The HBASEScan operator scans an HBase table. Like the FileSource operator, it has an optional input port. If no input port is specifed, then the operator scans the table according to the parameters that you specify, and sends the final punctuation. If you specify an input port, the operator does not start a scan until it receives a tuple. After the operator receives a tuple, it scans according to that tuple and produces a punctuation. When you use this operator without an input port, the operator might be multi-threaded. One thread is used per HBASE region, up to the value that you specify in the maxThreads parameter. If the operator is in a parallel region, it further divides up the scanning work between other operators in the region, based on the channel and maxChannel parameter values, such that each row is scanned exactly once.

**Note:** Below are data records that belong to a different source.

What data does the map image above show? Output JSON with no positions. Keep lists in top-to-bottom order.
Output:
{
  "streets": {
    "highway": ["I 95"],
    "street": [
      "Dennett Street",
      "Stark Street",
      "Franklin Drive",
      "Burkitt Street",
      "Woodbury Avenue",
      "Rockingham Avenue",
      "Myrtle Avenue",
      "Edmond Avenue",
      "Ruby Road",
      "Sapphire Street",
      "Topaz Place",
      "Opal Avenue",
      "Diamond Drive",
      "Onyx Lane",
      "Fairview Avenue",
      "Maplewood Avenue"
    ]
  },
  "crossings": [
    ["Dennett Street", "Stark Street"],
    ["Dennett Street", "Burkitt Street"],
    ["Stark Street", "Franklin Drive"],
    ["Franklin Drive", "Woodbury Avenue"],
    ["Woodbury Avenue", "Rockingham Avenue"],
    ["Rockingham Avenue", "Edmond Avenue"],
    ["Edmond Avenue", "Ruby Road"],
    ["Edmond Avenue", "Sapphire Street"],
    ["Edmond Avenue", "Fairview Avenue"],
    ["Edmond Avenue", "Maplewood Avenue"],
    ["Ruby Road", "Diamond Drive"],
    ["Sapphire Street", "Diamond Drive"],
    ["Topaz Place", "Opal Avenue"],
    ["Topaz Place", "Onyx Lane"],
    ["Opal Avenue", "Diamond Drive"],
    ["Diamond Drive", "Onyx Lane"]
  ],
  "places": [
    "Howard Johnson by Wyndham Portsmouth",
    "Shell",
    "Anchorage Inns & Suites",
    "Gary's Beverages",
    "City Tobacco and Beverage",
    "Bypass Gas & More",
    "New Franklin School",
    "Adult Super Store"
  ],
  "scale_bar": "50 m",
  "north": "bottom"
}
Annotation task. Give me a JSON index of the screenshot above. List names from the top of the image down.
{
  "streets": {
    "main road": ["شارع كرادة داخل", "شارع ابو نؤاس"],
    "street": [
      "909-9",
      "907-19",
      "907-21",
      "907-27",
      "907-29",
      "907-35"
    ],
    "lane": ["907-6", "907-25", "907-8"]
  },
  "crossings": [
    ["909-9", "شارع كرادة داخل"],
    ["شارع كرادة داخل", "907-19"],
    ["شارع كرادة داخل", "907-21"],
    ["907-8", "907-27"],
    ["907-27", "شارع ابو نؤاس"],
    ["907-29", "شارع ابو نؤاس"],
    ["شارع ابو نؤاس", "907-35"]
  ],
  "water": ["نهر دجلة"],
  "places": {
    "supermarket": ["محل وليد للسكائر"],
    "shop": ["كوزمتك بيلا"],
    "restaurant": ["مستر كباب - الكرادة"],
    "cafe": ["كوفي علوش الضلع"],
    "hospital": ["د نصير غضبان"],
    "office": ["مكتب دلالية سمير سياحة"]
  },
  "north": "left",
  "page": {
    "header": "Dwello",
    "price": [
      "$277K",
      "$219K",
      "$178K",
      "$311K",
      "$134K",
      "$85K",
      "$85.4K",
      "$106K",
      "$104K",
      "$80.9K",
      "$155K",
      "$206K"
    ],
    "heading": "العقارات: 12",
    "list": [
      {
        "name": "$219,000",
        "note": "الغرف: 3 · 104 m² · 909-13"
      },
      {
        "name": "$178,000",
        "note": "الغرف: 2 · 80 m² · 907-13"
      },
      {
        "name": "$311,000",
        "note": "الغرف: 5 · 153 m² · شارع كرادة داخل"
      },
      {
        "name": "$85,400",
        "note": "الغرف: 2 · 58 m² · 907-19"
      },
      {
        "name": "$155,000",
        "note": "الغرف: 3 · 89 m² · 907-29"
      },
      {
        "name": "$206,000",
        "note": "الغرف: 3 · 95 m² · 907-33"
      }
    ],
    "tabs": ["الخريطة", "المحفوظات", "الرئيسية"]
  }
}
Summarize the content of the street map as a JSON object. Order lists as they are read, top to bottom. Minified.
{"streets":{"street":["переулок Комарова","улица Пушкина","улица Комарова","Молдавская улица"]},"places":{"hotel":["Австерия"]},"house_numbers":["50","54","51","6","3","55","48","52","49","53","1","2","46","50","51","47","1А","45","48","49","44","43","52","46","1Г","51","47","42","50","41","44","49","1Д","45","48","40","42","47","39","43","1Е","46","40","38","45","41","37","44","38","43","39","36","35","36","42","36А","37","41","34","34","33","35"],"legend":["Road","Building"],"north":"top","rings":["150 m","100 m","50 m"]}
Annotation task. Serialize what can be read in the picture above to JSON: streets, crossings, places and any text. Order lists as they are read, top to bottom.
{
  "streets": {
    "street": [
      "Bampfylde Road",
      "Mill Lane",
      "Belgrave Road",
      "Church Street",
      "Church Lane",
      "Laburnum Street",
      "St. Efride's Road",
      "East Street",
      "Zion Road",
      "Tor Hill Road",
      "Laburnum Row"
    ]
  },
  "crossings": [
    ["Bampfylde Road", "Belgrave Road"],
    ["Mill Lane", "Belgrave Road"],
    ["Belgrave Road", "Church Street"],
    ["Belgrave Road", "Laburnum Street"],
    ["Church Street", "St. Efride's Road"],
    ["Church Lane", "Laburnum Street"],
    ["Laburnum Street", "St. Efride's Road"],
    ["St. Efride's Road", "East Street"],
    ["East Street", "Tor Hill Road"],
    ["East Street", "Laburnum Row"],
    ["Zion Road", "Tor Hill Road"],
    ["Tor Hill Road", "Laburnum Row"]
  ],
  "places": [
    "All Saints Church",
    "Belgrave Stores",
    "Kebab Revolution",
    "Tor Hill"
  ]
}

When the scan is multithreaded or used as part of a parallel region, the tuples are not in order.

By default, when you do not specify an input port, the operator scans the whole table. If you specify both the startRow and endRow parameters, the scan starts at the row specified in the startRow parameter and ends at the row specified in the endRow parameter. If you specify only the startRow parameter, the table scan starts there. If your specify only the endRow parameter, the table scan starts at the beginning and scans until the row specified in the endRow parameter. If you specify the rowPrefix parameter, the table scans all rows with that row prefix. When you specify an input port, the operator waits for a tuple to begin the scan. The operator expects the input tuple to contain either (1) a startRow attribute, (2) an endRow attribute, (3) a startRow and an endRow attribute, or (3) a rowPrefix attribute. It then scans according to that attribute and outputs punctuation. The attributes can be any of the valid input types, such as rstring, ustring, long, or blob. Any other attributes are copied through to the output tuple.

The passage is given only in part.